REQUIRED ACTION: Once you have checked the records that follow, state how many of their lines hold "strokeStyle", giving the number only.

----- EXERCISE DATA

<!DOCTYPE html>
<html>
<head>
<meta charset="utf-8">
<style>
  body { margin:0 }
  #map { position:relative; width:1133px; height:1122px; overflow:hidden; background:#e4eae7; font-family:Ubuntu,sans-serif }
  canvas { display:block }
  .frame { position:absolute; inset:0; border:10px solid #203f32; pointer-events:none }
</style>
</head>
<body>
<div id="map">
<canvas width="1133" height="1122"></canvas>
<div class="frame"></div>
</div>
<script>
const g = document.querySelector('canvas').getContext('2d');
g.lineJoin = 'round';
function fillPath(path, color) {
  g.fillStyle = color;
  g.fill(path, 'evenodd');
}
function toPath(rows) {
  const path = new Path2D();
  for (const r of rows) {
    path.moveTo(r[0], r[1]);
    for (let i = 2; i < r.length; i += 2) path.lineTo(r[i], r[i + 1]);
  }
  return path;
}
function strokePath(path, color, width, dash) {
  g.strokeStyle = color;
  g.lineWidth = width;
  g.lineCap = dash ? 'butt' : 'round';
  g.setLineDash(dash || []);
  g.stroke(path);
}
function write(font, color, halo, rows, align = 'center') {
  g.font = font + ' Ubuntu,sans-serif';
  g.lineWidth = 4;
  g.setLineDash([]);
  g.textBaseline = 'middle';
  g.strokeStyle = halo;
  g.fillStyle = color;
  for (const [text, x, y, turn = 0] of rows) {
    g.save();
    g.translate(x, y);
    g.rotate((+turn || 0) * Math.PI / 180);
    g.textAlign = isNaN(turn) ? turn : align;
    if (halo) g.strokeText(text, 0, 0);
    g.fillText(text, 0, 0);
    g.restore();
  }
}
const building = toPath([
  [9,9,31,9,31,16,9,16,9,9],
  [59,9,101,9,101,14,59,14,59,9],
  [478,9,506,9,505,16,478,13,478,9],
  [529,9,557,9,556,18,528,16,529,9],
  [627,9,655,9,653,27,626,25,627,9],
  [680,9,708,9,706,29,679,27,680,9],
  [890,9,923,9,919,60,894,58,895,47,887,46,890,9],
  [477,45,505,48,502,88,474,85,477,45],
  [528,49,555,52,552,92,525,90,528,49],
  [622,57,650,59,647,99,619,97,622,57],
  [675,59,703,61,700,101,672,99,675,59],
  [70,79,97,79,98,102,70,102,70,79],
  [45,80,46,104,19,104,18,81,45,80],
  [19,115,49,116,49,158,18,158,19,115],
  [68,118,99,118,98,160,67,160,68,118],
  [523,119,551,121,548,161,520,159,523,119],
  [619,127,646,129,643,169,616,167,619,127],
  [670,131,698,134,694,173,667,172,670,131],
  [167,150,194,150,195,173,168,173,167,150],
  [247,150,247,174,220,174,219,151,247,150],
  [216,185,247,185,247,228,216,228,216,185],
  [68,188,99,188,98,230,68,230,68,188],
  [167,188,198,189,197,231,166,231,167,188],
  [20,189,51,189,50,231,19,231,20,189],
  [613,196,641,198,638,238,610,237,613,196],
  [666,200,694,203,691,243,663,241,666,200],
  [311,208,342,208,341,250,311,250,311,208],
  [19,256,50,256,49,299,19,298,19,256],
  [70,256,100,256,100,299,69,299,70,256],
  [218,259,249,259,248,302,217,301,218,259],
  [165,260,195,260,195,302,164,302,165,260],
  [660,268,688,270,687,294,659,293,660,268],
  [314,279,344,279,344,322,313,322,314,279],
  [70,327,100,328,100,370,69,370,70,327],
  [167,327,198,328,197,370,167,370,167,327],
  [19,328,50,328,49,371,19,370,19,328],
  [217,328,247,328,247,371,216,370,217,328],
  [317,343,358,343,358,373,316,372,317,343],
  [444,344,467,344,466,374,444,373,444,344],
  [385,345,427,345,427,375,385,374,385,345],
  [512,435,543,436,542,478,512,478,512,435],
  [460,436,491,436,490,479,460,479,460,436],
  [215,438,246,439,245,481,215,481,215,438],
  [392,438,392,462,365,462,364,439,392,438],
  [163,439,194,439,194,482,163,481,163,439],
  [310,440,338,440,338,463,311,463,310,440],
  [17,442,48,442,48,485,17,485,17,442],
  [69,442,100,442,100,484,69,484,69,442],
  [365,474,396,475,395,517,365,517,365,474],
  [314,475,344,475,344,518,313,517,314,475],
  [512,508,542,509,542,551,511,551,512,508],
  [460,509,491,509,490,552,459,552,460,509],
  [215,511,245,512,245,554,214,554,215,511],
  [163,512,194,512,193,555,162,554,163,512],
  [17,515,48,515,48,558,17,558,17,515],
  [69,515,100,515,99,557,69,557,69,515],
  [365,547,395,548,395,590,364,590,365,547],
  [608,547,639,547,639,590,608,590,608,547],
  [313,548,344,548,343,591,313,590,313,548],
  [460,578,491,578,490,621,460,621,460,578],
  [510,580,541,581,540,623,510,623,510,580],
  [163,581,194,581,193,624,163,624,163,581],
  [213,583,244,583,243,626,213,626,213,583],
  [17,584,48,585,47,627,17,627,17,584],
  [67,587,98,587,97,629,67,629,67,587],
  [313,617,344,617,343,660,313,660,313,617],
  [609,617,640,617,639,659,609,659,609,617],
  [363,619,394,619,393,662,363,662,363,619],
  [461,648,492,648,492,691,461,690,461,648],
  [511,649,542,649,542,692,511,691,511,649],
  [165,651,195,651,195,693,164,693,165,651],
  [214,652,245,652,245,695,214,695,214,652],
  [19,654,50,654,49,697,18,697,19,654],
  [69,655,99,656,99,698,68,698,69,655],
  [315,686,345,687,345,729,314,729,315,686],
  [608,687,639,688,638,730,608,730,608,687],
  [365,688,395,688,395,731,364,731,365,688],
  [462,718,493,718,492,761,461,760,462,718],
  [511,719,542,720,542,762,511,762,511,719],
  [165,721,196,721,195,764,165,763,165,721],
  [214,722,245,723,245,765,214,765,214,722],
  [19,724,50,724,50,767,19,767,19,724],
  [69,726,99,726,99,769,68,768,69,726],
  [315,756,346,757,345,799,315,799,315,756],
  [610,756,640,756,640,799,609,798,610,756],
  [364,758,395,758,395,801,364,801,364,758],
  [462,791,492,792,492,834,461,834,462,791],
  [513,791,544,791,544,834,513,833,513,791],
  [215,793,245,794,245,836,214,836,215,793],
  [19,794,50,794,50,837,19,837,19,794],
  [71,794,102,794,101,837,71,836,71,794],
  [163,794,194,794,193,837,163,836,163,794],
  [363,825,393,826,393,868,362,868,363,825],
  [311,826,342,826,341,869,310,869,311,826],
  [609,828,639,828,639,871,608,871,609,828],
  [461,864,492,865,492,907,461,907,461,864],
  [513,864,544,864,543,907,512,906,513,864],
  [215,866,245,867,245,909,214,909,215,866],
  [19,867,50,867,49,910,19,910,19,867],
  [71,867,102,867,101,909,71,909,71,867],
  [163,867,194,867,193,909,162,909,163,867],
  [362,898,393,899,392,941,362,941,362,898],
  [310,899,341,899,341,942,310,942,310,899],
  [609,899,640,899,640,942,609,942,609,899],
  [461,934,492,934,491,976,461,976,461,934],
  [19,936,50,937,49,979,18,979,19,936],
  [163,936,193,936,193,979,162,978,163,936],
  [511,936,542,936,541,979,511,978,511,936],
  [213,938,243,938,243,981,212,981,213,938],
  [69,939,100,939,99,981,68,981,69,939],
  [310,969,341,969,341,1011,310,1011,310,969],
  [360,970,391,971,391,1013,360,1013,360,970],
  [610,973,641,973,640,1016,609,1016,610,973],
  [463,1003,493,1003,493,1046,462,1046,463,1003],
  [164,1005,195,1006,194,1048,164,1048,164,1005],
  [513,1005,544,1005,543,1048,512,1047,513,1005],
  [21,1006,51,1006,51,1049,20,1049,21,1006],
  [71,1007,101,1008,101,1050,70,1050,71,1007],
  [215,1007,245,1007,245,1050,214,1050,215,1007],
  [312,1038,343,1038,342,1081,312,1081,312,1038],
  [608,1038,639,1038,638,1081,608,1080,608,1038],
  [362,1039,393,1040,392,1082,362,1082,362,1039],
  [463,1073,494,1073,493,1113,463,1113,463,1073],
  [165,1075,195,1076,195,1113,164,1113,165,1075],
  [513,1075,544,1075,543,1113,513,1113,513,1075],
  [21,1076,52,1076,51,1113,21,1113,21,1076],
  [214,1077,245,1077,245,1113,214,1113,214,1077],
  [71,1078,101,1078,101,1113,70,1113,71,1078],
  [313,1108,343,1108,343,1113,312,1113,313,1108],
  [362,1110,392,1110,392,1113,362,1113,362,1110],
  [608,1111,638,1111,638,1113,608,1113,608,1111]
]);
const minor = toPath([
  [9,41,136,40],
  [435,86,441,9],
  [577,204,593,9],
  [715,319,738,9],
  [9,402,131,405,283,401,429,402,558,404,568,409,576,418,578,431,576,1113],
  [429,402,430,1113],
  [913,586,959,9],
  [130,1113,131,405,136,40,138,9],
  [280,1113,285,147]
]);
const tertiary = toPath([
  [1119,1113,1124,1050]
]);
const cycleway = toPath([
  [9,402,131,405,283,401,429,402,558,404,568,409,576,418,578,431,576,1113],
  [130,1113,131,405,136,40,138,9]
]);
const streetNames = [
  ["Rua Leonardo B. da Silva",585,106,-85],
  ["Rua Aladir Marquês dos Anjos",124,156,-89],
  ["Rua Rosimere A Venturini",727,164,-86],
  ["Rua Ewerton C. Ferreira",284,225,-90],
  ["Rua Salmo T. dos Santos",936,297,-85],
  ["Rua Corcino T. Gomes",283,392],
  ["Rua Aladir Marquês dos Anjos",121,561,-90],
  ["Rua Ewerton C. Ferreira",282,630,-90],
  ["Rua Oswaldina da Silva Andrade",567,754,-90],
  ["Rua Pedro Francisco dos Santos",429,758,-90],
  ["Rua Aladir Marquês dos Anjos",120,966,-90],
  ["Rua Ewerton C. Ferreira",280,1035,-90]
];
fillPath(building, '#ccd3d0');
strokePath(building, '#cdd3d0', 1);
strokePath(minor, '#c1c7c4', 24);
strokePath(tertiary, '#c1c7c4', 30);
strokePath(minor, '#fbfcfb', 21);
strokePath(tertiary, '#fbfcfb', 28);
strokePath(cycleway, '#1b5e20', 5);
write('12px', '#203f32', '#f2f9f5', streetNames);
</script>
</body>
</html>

----------

WRITTEN SOLUTION: 2